The future of software IDEs
Will you need to code?
Yesterday the 2024 State of AI Report was released. It contains ten predictions for 2024. One of these is “An app or website created solely by someone with no coding ability will go viral (e.g. App Store Top-100)”.
Just twelve months ago this was unthinkable. You needed some coding ability to be able to build a website or app. Sure, the models back then could create code. But it was often buggy. And trying to get the model to fix the bugs nearly always made things worse. Models couldn’t debug. It was frustrating.
But today, Claude and o1 have revolutionized the game. It’s possible to create products just via prompting the models. The quality of the initial code is high; and if it doesn’t work the models are much better at debugging and fixing problems.
Things are only going to get better from here. Imagine the frontier model of Claude, with the reasoning abilities of o1 and the 2M token context window of Gemini. What will that be able to achieve?
If I were to launch a start-up today, one of the things I’d want to build is the software development IDE of the future. It would look very different to our current tools. Gone is the code editing window. Gone are the myriad toolbars and plug-ins. Instead, there would be two text panels and two buttons. One text panel would contain a record of the verbal discussion with the AI tool. The second text panel would document the requirements for the software. And the two buttons? The first is Create. The second Run.
To build a new product you talk to the tool. “I’d like to build a fun game”, you might say. The tool offers ideas. It questions to clarify the requirements. It works out what you’ve got in mind and makes suggestions to fill in the gaps. It works with you. It guides you.
With the requirements in place, you press Create. The model builds the code. Writes tests. Runs the tests, finds bugs and fixes them. It iterates until the tests pass. Then you press Run and play with your new toy.
In this world there’s no way to look at the underlying code. You don’t need to. There’s no way to see the internal architecture. Architecture, encapsulation and abstraction are the mechanisms humans use to deal with complexity. But models can already deal with more complexity than humans, so they don’t need the same levels of decomposition and encapsulation. The internal architecture is just one large component. The model writes directly in machine code. It doesn’t need to bother with the high-level programming languages that were created to enable humans to understand what the code does.
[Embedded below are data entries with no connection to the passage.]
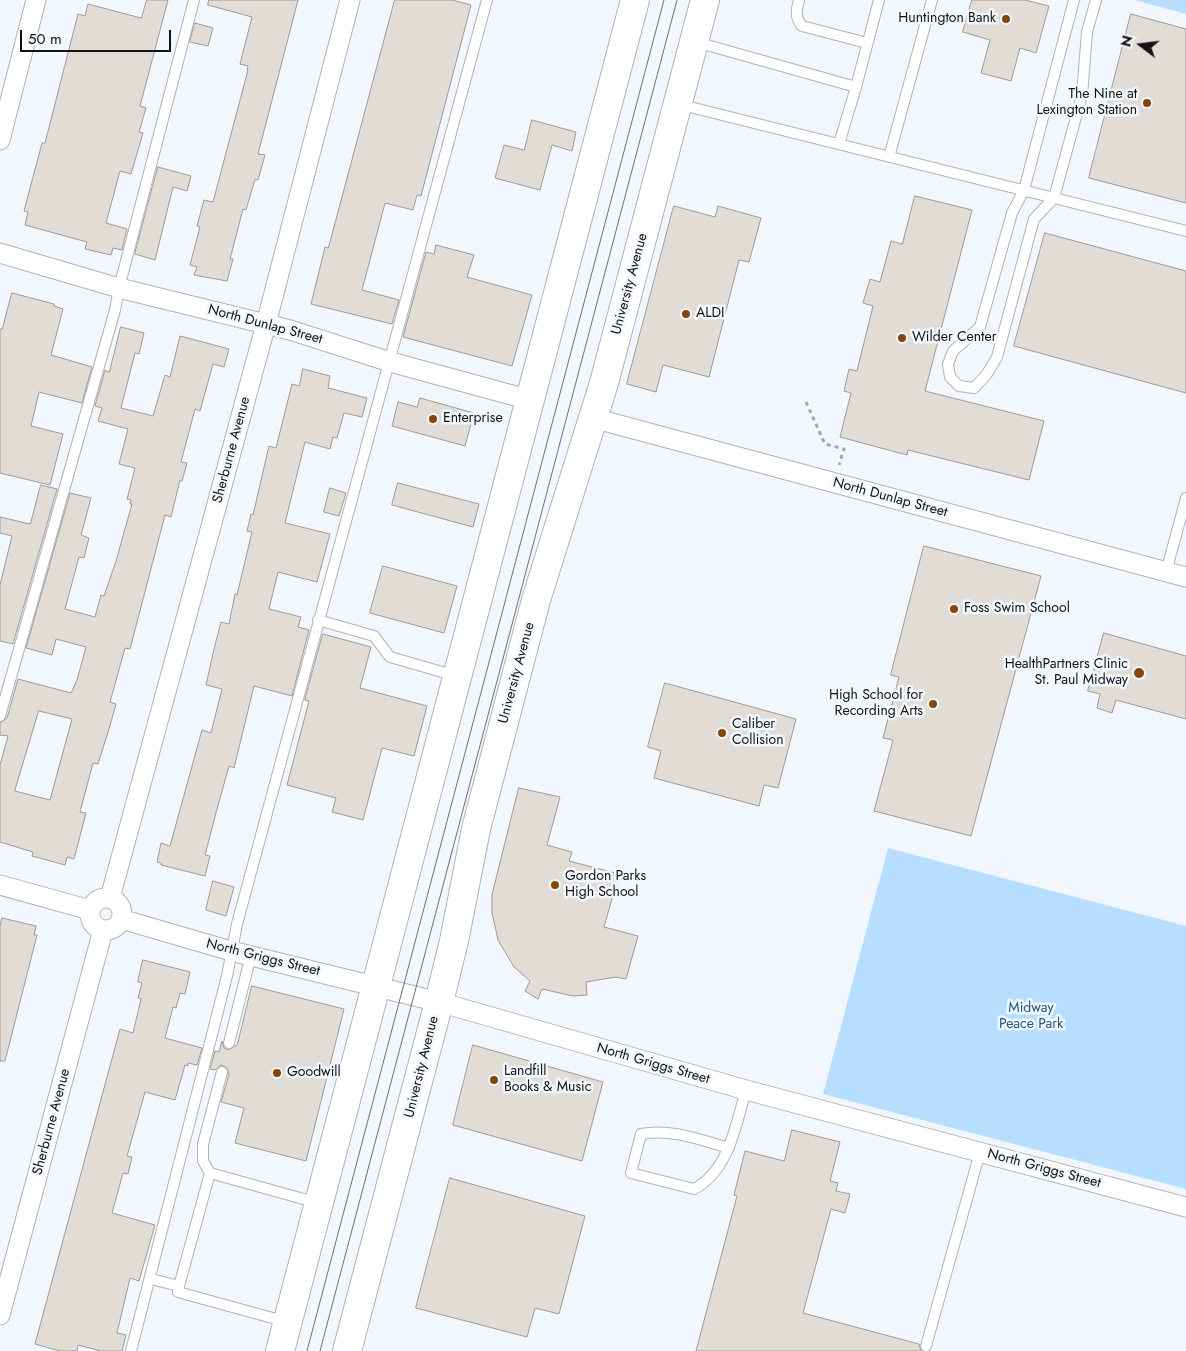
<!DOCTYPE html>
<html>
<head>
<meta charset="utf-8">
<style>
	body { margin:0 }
	#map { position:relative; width:1186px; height:1351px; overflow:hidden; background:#f1f7fc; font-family:Jost,sans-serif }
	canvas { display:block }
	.north { position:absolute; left:1116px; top:20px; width:50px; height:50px; -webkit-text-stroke:4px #f1f7fc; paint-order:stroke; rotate:285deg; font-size:14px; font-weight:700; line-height:20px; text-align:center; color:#101214 }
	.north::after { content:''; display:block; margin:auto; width:18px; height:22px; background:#101214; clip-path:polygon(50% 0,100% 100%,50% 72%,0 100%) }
	.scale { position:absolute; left:20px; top:30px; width:151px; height:22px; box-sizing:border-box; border:2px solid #101214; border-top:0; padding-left:6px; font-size:15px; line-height:18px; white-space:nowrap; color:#101214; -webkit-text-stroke:4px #f1f7fc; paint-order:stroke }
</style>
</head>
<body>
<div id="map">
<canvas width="1186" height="1351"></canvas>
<div class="north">N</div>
<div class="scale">50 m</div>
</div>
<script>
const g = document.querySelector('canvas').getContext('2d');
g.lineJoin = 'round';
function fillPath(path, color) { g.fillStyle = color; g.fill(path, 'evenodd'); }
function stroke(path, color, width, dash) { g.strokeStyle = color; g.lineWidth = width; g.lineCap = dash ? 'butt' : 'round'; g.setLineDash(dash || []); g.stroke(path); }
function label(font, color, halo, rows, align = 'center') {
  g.font = font + ' Jost,sans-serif'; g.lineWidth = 5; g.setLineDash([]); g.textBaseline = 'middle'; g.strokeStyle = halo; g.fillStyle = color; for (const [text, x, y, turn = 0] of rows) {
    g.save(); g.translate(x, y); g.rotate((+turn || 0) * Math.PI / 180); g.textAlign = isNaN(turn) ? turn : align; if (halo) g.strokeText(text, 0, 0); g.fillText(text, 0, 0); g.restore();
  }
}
fillPath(new Path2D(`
	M 1134,0 L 1186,0 L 1186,14 Z
	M 888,848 L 1186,926 L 1186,1189 L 823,1094 Z`), '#b8deff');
const building = new Path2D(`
	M 147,0 L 168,0 L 140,106 L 146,108 L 139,132 L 143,133 L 131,174 L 120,171 L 106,223 L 127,229 L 122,250 L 113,248 L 111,255 L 85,249 L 87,242 L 25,225 L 28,212 L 24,211 L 42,143 L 45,143 L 78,14 L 85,16 L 88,4 L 141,18 Z
	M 209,0 L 298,0 L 258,154 L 265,155 L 258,180 L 255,179 L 246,210 L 243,209 L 230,259 L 233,259 L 227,281 L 194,275 L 197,267 L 190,265 L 200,227 L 197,226 L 204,200 L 213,202 L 248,70 L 247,70 L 248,66 L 240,64 L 252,17 L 208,5 Z
	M 395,0 L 452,0 L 471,5 L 421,196 L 417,195 L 413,210 L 385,203 L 362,290 L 399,300 L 392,324 L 311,304 L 325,247 L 328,248 Z
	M 972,0 L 1025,0 L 1049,6 L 1036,53 L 1020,48 L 1011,81 L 981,73 L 990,40 L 963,32 Z
	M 1131,14 L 1186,29 L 1186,203 L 1089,178 Z
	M 195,23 L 213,28 L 208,46 L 190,42 Z
	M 532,120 L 576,132 L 572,151 L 552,145 L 540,190 L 495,178 L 504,145 L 524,150 Z
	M 158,167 L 191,176 L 187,191 L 173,187 L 155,260 L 135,254 Z
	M 915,196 L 972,210 L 925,391 L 1044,421 L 1029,480 L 908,450 L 907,455 L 840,437 L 851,393 L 844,391 L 849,369 L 857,371 L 873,306 L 863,303 L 870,279 L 880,282 L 891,241 L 902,244 Z
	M 674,206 L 715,217 L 718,206 L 761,218 L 749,262 L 739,260 L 709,377 L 663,365 L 656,392 L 627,384 Z
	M 1045,233 L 1186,271 L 1186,393 L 1014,346 Z
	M 436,245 L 474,255 L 467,277 L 532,295 L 512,366 L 403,337 L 426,252 L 434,254 Z
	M 12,293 L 54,304 L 54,306 L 63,309 L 51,355 L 92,367 L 82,403 L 39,392 L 31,426 L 63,434 L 50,485 L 0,473 L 0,329 L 2,329 Z
	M 121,327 L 144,333 L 139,354 L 135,353 L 121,408 L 153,416 L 165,375 L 170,377 L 180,336 L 229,349 L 224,367 L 213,364 L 200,411 L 195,409 L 181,462 L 187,463 L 182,481 L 180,480 L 171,517 L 165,515 L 130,649 L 125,648 L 110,702 L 116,704 L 109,729 L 98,764 L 93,763 L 80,812 L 86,813 L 74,859 L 67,857 L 65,865 L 32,856 L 33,852 L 0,842 L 0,765 L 8,736 L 0,735 L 0,723 L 7,718 L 18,679 L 71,693 L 77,680 L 86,647 L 56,639 L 52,655 L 26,648 L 70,493 L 91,498 L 81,535 L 89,538 L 84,558 L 79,557 L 65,609 L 95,617 L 101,595 L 104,596 L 116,561 L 132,504 L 130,504 L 131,500 L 127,499 L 135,468 L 119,464 L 128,429 L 98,421 L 102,408 L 95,406 L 105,370 L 109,372 ZM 39,711 L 72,719 L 50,800 L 15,791 Z
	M 303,369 L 330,376 L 328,388 L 367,398 L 362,417 L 344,413 L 337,438 L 333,437 L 330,449 L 305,442 L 285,523 L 330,534 L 317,582 L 278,572 L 269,609 L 301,617 L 298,627 L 309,630 L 292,696 L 254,686 L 234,768 L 229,766 L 217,809 L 205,855 L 210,856 L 205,876 L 161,865 L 161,863 L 157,862 L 161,843 L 170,846 L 202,730 L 211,733 L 222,689 L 206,685 L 214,649 L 221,622 L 229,624 L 235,594 L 237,595 L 252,532 L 247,531 L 251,514 L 253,515 L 269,446 L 276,448 L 292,384 L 299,386 Z
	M 420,398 L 474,413 L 465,446 L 392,426 L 398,402 L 417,407 Z
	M 398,483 L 479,504 L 473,527 L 392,505 Z
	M 41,485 L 57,489 L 13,644 L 0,641 L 0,585 L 12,536 L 0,533 L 0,517 L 30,524 Z
	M 330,488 L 346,493 L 339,516 L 324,512 Z
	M 924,546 L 1041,576 L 971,836 L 874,811 L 893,740 L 883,738 L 899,677 L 891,675 Z
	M 383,566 L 457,586 L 444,633 L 370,613 Z
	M 1104,633 L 1186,656 L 1186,719 L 1116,700 L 1112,713 L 1097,708 L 1100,694 L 1088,691 Z
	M 323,634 L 371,647 L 360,688 L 427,706 L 414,756 L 382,748 L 363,820 L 332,812 L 336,798 L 287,785 L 309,701 L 305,700 Z
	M 665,683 L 796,719 L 778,788 L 764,785 L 759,806 L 654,778 L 661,751 L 648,747 Z
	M 519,788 L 560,797 L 547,845 L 572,852 L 569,861 L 619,874 L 604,927 L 638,936 L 626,979 L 616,977 L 586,982 L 587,995 L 573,996 L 542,989 L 538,999 L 525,991 L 530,981 L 514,967 L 498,940 L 492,913 L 492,895 Z
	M 213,881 L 234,887 L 226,916 L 206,910 Z
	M 2,918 L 36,926 L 34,935 L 37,935 L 5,1061 L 0,1061 L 0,927 Z
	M 143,960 L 190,972 L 185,994 L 180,993 L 176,1008 L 173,1007 L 165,1038 L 202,1048 L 197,1065 L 188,1063 L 188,1066 L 185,1065 L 175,1100 L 145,1092 L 127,1156 L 132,1157 L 128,1174 L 123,1173 L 112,1213 L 155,1225 L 139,1281 L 130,1278 L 117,1333 L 126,1335 L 122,1351 L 101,1351 L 78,1345 L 77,1351 L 60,1351 L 35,1344 L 120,1029 L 133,1033 L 141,999 L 138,998 L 142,983 L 138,982 Z
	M 252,986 L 344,1009 L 306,1161 L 235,1143 L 244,1108 L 221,1102 L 229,1074 L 227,1068 L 221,1065 L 215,1070 L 210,1069 L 215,1051 L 219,1052 L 222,1041 L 224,1048 L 228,1050 L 237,1045 Z
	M 473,1045 L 603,1082 L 582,1161 L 453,1125 Z
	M 792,1130 L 840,1142 L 830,1181 L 838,1183 L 836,1191 L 850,1194 L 845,1213 L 831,1209 L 803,1313 L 919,1344 L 921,1351 L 696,1351 L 737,1196 L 734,1195 L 745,1151 L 784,1161 Z
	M 450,1178 L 585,1216 L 559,1314 L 535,1308 L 527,1337 L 416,1308 Z`);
fillPath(building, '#e2dcd7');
stroke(building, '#a09995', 1);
const lane = new Path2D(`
	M 799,0 C 796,10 795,18 802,26 L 867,43
	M 1074,0 L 1024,190 L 1012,213 L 980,327 L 953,351 L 948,364 L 950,377 L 959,386 L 974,388 L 987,374 L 997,357 L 1034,219 L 1054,198 L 1082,95 L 1087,32 L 1096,0
	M 696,42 L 856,87 L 879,0
	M 678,104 L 1186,231
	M 839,144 L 856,87
	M 889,157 L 932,0
	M 1166,572 L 1186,498
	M 318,620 L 374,636 L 390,657 L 456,676
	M 0,716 L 115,310 L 119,288 L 194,0
	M 229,1043 L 251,955
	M 729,1148 C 701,1140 670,1128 641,1134 L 631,1173 L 694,1189 C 729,1171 736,1124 746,1090
	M 210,1173 L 203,1161 L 203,1144 L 222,1072
	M 151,1279 L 179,1286 L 178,1292 L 287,1322
	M 179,1286 L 210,1173 L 318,1203
	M 926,1346 L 980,1152
	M 131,1351 L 227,976 L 237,924 L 487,0`);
const street = new Path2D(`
	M 0,140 L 36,0
	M 0,253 L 119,288 L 290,330 L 387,361 L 530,400
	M 593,418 L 1186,577
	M 0,885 L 90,910
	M90 914a16 16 0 1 1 32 0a16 16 0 1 1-32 0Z
	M 110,898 L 266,324 L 350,0
	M 121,919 L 231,951 L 439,1002 L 746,1090 L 1186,1207
	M 0,1315 L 103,930`);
const secondary = new Path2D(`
	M 280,1351 L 635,0
	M 347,1351 L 439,1002 L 454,941 L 476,829 L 536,600 L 604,383 L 705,0`);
stroke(lane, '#afb4b9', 12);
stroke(street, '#afb4b9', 21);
stroke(secondary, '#afb4b9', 30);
stroke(new Path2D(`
	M 806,402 L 825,444 L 844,449 L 839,465`), '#a3a8ac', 3, [4, 4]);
stroke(lane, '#fff', 10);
stroke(street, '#fff', 19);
stroke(secondary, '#fff', 28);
stroke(new Path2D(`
	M 307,1351 L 664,0
	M 320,1351 L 677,0`), '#6b6f72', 1);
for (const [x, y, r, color] of [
	[1006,19,5,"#854609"],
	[1147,103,5,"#854609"],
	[686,314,5,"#854609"],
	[902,338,5,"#854609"],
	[433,419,5,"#854609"],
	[954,609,5,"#854609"],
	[1139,673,6,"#854609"],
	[933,704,5,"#854609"],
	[722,733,5,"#854609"],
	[555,885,5,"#854609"],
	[277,1073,5,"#854609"],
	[494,1080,5,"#854609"]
]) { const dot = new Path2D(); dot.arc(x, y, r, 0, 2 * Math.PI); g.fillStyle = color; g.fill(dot); stroke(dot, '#f1f7fc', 2); }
label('14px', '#101214', '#f1f7fc', [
	["Huntington Bank",996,19,"right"],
	["The Nine at",1137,95,"right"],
	["Lexington Station",1137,111,"right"],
	["ALDI",696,314],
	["Wilder Center",912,338],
	["Enterprise",443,419],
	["Foss Swim School",964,609],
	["HealthPartners Clinic",1128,665,"right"],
	["St. Paul Midway",1128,681,"right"],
	["High School for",923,696,"right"],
	["Recording Arts",923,712,"right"],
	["Caliber",732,725],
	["Collision",732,741],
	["Gordon Parks",565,877],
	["High School",565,893],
	["Landfill",504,1072],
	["Books & Music",504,1088],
	["Goodwill",287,1073]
], 'left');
label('14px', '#101214', '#f1f7fc', [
	["University Avenue",630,284,-75],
	["North Dunlap Street",265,325,15],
	["Sherburne Avenue",232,450,-75],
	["North Dunlap Street",890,498,15],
	["University Avenue",517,673,-75],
	["North Griggs Street",263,958,14],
	["North Griggs Street",653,1064,16],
	["University Avenue",422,1067,-76],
	["Sherburne Avenue",52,1122,-75],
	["North Griggs Street",1044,1169,15]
]);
label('14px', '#215883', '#f1f7fc', [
	["Midway",1031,1009],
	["Peace Park",1031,1025]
]);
</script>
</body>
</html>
You no longer need to understand coding to build tools. Suno and udio have made it possible for anyone to create catchy, high-quality music. These tools will do the same for coding. Anyone will be able to create apps and games.
How far are we away from this world? It’s probably possible for small 200 line applications right now. But as the models improve the size will increase. It’ll take time until we’re able to build 100kloc sized apps. But that day will come.
It seems quite likely next year’s State of AI Report will be able to confirm their prediction came true. And they’ll be predicting much larger applications will be autonomously created by AI in 2026. Don’t be surprised in a few years’ time when your five-year-old builds a new operating system before breakfast. It’s coming.